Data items
○ ○ ○ ○ ○ ○ ○

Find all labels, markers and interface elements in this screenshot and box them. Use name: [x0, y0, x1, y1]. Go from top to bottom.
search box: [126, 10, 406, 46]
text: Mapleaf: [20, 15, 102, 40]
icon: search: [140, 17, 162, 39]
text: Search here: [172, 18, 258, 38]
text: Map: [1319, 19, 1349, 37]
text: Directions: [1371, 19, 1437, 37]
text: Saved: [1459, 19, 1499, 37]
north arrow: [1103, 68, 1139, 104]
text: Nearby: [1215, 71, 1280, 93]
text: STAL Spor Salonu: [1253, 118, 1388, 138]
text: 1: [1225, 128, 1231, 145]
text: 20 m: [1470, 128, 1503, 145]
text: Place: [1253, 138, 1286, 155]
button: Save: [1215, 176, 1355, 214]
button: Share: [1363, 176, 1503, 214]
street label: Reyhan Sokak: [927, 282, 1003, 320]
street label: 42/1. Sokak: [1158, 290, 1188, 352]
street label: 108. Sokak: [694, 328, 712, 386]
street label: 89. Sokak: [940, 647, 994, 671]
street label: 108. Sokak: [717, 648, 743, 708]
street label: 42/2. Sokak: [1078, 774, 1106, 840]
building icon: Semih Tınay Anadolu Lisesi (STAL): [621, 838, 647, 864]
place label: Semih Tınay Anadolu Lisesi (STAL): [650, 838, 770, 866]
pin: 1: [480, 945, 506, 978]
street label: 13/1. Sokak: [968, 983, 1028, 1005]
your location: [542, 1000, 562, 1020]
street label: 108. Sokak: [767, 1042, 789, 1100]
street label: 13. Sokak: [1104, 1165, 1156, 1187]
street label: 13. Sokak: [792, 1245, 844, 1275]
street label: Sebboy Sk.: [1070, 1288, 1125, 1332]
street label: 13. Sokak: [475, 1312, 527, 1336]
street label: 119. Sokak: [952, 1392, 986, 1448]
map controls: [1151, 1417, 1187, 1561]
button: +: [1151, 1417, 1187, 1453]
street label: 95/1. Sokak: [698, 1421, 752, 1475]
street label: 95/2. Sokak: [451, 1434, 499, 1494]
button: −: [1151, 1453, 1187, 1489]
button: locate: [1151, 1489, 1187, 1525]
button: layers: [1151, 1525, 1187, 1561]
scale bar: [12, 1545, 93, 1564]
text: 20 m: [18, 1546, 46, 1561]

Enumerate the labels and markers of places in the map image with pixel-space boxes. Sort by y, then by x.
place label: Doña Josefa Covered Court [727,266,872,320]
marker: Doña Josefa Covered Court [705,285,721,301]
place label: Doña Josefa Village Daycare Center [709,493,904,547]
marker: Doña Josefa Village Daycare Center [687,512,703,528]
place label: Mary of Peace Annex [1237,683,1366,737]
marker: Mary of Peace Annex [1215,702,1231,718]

○ ○ ○ ○ ○ ○ ○

--- Exercise brief ---
Every line of the data that includes the word "button" should be copied.

--- Output of the task ---
button: Save: [1215, 176, 1355, 214]
button: Share: [1363, 176, 1503, 214]
button: +: [1151, 1417, 1187, 1453]
button: −: [1151, 1453, 1187, 1489]
button: locate: [1151, 1489, 1187, 1525]
button: layers: [1151, 1525, 1187, 1561]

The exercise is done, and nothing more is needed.